Yes, zippers matter too. Brass is used to fashion the zippers, buttons, and rivets found on jeans, and brass is made from copper and zinc. Extracting and processing these minerals comes with a whole slew of nasty side effects, from acid mine drainage to air pollution laden with toxic metals such as cadmium and lead. Alternatively, some eco-jeans feature hardware made from recycled scrap metal.

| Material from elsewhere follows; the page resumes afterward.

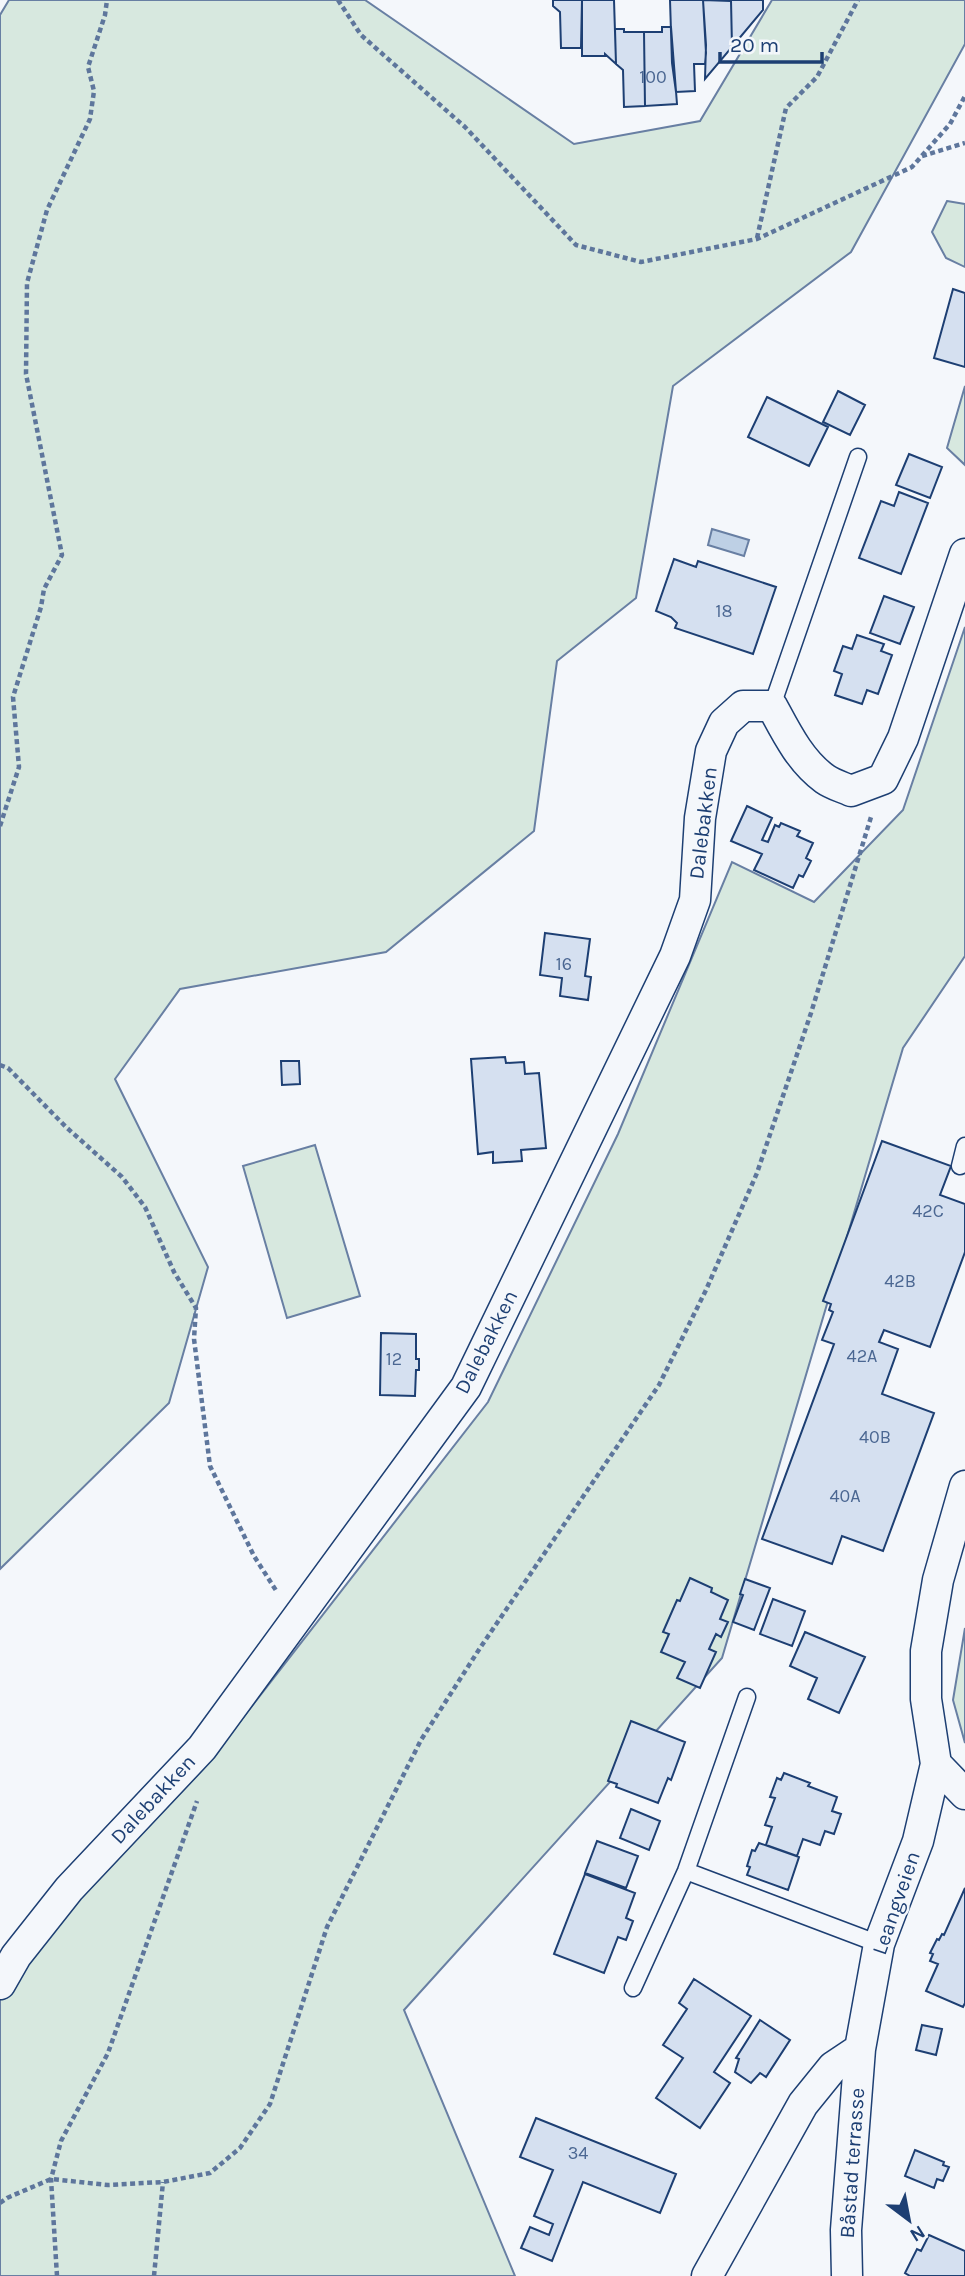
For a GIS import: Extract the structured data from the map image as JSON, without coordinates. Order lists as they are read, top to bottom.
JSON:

"Stone washing" is a euphemism for a number of processes that give denim a worn look. Each pair of jeans is washed and rinsed multiple times, consuming more water and energy at every turn. Denim may be physically sanded or blasted with silica, or dye may be stripped using chemicals such as potassium permanganate, which is highly toxic and contains heavy metals. Various enzymes may also be used; when improperly dumped, they sap oxygen from waterways. Scrubbing jeans releases denim and silica dust, which can inflame workers' lungs and cause silicosis. In a recent study of denim sandblasters in Turkey, more than half of the workers showed signs of the condition; the average worker was 23 years old and had been on the job just 36 months.
To avoid these problems, some eco-brands use ozone to fade denim. Ozone is produced by exposing oxygen to ultraviolet light. It is then dissolved in wash water or mixed with steam and sprayed on denim in a sealed chamber. The ozone breaks down as it reacts with the fabric.
THE RIGHT FIT
If you were hoping to save the world by the seat of your pants, think again. Organic cotton jeans are a good first step, but few are processed in a planet-lite manner. The evolution of jeans from durable work wear to fashion statement came at a heavy cost: each new shade of blue, each stone wash and slick finish, requires yet another rinse cycle-and more energy and water.

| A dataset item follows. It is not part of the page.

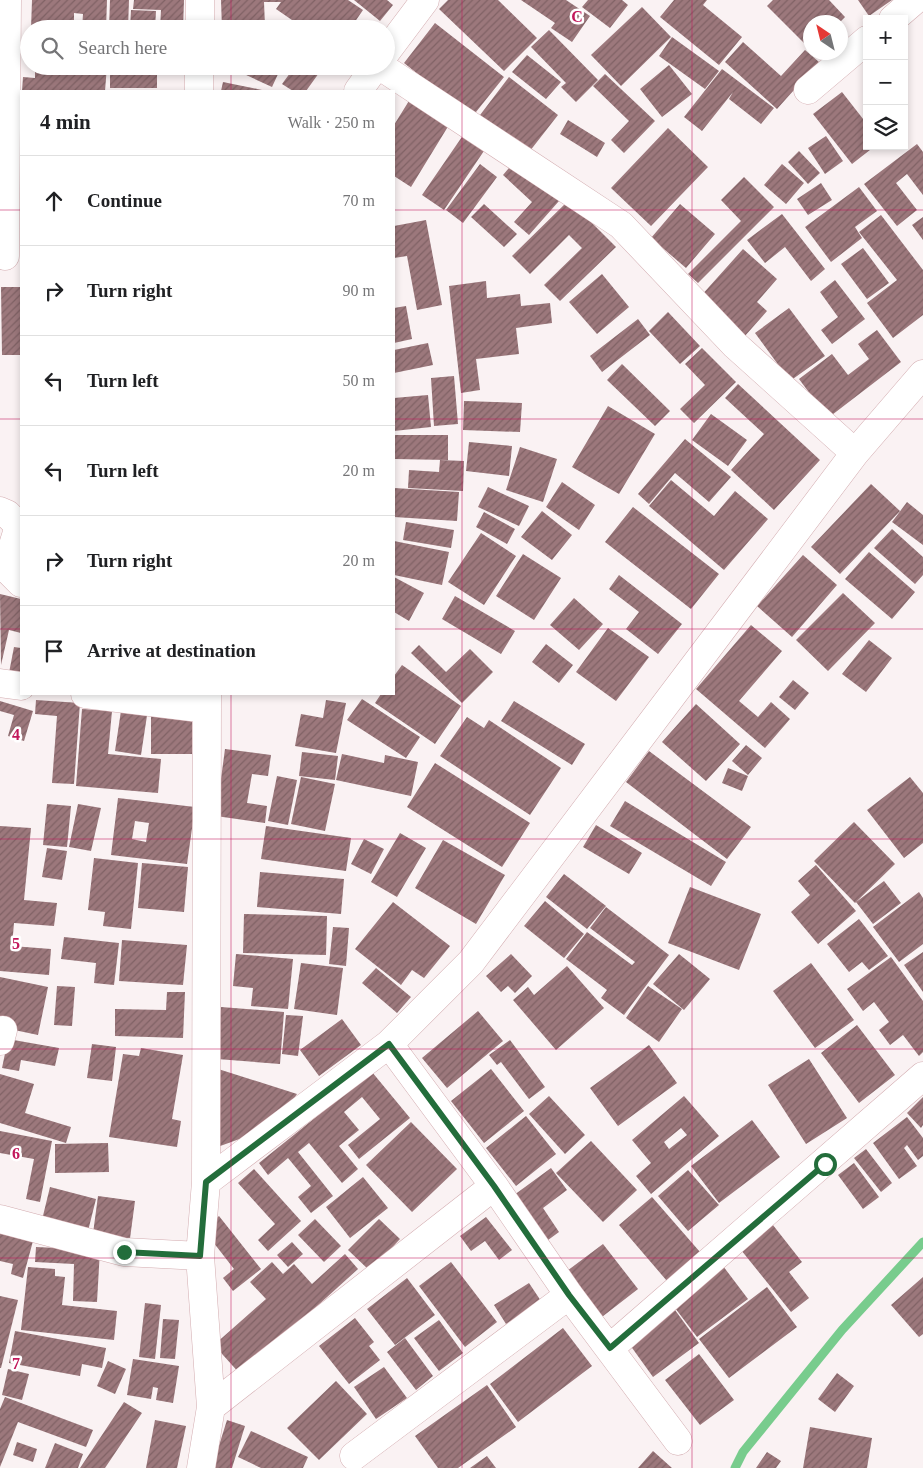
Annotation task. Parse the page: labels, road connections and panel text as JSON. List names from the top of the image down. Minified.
{"north":"top left","page":{"map_buttons":["+","−"],"search":"Search here","heading":["4 min","Walk · 250 m"],"list":[["Continue","70 m"],["Turn right","90 m"],["Turn left","50 m"],["Turn left","20 m"],["Turn right","20 m"],"Arrive at destination"]},"grid":{"columns":["C"],"rows":["4","5","6","7"]}}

Linda Loudermilk jeans are as eco-friendly as they come, but they can run you a couple hundred dollars, well out of range for most of us. Levi's eco-jeans are more affordable, starting at around $60. Although they feature organic cotton and recycled hardware, they're dyed conventionally. However, the industry shows signs of change. Levi's, the Gap, and Wal-Mart are among the major companies now working with environmental groups, including the Natural Resources Defense Council, to green their supply chains all the way down to dye selection. Chemists know certain dyes suck up more oxygen than others, but it's a long way from the lab to the dye house. With more information, designers will be able to specify low-impact colors and finishes. Of course, the lowest-impact jeans are those you already own (washed in cold water and air-dried). Green or not, shipping new jeans halfway around the world has a hefty carbon footprint. If you must buy new ones, do your homework: visit manufacturers' Web sites before you buy.